TASK INSTRUCTIONS: Beginning at the top of the data below, write out every line exactly until you reach the line with "2px #a7aab2) drop-shadow(0", and include that line.

INFORMATION PROVIDED:

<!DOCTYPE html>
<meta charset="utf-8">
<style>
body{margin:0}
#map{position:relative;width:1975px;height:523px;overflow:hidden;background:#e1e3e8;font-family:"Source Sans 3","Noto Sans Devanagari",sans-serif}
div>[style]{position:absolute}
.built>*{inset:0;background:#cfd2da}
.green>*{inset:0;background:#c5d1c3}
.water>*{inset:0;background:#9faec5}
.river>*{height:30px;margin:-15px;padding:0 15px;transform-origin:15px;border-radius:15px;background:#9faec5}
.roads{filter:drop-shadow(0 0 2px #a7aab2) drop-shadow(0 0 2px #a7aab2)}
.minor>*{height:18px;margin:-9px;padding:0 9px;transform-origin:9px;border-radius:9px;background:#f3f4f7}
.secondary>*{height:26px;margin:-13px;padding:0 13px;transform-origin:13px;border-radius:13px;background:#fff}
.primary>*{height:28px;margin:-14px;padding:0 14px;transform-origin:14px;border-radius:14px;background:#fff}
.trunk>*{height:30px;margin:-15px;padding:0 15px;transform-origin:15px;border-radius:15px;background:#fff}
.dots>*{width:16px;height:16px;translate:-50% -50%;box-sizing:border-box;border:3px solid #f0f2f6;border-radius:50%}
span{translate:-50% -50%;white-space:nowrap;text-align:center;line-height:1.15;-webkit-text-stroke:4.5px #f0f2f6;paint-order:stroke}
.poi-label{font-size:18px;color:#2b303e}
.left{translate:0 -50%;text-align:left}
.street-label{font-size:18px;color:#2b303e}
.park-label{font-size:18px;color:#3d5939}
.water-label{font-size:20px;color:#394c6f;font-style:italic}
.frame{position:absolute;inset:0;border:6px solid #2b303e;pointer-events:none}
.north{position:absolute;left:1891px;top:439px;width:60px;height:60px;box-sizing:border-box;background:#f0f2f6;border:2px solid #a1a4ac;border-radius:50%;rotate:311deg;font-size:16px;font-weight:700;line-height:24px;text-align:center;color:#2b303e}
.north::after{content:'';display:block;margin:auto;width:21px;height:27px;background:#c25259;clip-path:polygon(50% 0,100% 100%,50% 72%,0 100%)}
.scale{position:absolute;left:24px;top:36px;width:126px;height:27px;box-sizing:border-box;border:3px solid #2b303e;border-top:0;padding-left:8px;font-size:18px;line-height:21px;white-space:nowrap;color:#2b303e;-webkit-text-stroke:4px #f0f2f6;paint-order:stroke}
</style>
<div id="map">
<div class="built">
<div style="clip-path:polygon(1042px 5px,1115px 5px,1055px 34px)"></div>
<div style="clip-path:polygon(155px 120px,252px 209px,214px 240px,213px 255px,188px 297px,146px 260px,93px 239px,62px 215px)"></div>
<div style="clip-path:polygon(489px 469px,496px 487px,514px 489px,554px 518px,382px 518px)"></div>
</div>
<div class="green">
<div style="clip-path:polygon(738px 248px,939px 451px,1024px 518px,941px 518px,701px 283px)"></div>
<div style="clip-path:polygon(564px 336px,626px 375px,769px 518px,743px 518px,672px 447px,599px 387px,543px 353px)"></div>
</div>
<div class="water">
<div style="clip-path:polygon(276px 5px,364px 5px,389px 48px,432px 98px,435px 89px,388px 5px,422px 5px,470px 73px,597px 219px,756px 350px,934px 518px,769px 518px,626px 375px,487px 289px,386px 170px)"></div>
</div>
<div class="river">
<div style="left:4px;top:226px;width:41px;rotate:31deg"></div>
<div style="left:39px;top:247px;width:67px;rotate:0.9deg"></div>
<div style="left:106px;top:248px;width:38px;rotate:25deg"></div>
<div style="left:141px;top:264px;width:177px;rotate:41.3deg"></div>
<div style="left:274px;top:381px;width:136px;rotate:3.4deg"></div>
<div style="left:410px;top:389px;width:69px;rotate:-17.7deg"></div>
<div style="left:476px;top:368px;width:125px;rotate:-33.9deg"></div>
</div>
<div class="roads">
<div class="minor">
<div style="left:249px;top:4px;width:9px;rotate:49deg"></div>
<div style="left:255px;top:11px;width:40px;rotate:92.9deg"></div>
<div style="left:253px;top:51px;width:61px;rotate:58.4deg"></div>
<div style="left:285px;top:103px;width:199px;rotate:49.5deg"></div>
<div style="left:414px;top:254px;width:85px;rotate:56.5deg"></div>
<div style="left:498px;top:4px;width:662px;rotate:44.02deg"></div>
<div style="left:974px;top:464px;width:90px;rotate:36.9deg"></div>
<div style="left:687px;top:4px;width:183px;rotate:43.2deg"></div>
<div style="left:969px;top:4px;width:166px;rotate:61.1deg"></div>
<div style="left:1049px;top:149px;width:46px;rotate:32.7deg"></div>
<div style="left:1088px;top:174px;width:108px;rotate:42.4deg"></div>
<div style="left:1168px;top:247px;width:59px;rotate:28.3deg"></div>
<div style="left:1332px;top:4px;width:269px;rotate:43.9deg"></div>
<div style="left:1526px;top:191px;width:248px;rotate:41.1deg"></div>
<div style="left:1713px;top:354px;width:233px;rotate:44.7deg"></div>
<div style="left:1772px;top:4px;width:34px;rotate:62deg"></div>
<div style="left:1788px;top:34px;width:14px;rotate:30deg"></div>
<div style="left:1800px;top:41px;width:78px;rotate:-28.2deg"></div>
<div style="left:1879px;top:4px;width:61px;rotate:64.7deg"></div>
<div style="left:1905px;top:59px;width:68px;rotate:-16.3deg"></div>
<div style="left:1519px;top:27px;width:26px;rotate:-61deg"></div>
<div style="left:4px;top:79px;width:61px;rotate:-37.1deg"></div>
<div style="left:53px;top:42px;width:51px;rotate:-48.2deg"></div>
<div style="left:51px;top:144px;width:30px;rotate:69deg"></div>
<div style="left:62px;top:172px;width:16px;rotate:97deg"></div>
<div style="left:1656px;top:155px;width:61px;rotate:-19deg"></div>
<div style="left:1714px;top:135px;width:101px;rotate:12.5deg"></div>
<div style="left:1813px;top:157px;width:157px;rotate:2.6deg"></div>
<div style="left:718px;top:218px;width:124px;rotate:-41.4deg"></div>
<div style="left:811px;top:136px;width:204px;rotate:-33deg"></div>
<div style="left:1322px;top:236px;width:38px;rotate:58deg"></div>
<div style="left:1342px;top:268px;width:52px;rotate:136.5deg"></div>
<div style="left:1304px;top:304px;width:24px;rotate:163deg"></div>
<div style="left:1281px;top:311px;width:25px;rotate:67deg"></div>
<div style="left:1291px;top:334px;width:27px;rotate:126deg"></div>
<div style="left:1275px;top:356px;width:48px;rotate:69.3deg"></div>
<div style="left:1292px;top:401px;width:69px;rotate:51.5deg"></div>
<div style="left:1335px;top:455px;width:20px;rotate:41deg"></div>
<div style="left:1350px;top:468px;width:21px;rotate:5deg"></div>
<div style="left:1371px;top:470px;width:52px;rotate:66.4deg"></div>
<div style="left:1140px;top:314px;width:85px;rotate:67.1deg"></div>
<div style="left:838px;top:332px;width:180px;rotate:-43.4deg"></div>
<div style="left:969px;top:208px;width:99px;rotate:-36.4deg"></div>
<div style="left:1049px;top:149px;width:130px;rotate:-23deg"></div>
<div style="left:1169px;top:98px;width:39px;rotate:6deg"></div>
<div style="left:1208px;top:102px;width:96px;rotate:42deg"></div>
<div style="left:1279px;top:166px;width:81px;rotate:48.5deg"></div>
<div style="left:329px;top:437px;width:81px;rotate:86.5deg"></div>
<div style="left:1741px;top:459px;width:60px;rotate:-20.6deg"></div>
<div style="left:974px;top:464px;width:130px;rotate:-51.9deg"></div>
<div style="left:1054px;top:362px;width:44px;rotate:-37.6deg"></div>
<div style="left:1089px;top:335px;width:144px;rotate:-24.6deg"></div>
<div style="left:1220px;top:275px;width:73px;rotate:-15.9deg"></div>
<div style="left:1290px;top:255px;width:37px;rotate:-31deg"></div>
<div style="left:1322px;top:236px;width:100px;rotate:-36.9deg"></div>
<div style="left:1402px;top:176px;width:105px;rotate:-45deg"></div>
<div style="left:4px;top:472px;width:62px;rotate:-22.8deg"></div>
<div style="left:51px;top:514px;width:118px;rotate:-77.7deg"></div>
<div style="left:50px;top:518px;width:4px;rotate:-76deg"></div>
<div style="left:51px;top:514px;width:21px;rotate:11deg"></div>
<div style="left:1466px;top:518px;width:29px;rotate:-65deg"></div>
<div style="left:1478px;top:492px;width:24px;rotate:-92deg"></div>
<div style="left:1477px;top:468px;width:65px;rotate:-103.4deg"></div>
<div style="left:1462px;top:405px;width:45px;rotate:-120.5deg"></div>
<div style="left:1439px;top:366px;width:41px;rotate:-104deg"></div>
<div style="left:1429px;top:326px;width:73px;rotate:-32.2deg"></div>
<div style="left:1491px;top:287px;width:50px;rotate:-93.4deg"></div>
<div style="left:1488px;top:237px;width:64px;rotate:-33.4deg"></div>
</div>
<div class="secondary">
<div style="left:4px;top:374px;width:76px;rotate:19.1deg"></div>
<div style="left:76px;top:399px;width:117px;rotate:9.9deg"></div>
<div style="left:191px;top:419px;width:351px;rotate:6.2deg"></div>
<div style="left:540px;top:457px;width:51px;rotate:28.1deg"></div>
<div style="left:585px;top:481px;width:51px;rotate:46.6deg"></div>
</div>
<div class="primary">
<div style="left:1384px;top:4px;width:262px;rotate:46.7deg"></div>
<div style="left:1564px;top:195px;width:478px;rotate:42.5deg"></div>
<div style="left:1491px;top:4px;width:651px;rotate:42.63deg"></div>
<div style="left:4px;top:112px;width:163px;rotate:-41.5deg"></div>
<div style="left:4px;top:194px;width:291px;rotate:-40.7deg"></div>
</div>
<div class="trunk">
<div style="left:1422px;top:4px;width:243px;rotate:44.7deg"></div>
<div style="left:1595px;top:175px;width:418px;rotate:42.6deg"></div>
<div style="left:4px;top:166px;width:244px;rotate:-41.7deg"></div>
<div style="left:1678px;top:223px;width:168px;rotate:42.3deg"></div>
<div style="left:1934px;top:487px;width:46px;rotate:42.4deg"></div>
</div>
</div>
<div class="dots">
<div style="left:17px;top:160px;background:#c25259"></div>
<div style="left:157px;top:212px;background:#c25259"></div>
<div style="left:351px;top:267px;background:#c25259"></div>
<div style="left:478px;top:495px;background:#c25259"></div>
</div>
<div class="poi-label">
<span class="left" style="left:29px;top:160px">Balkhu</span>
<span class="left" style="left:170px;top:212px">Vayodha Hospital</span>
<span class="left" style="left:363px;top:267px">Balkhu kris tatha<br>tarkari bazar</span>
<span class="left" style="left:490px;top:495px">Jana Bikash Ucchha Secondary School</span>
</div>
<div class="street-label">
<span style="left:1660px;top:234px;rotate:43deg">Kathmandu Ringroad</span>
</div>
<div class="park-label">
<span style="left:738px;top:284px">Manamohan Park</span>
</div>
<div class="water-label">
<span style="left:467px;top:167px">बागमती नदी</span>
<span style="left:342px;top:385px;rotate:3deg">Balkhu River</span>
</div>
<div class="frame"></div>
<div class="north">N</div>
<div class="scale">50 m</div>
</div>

ANSWER TO THE PROBLEM:
<!DOCTYPE html>
<meta charset="utf-8">
<style>
body{margin:0}
#map{position:relative;width:1975px;height:523px;overflow:hidden;background:#e1e3e8;font-family:"Source Sans 3","Noto Sans Devanagari",sans-serif}
div>[style]{position:absolute}
.built>*{inset:0;background:#cfd2da}
.green>*{inset:0;background:#c5d1c3}
.water>*{inset:0;background:#9faec5}
.river>*{height:30px;margin:-15px;padding:0 15px;transform-origin:15px;border-radius:15px;background:#9faec5}
.roads{filter:drop-shadow(0 0 2px #a7aab2) drop-shadow(0 0 2px #a7aab2)}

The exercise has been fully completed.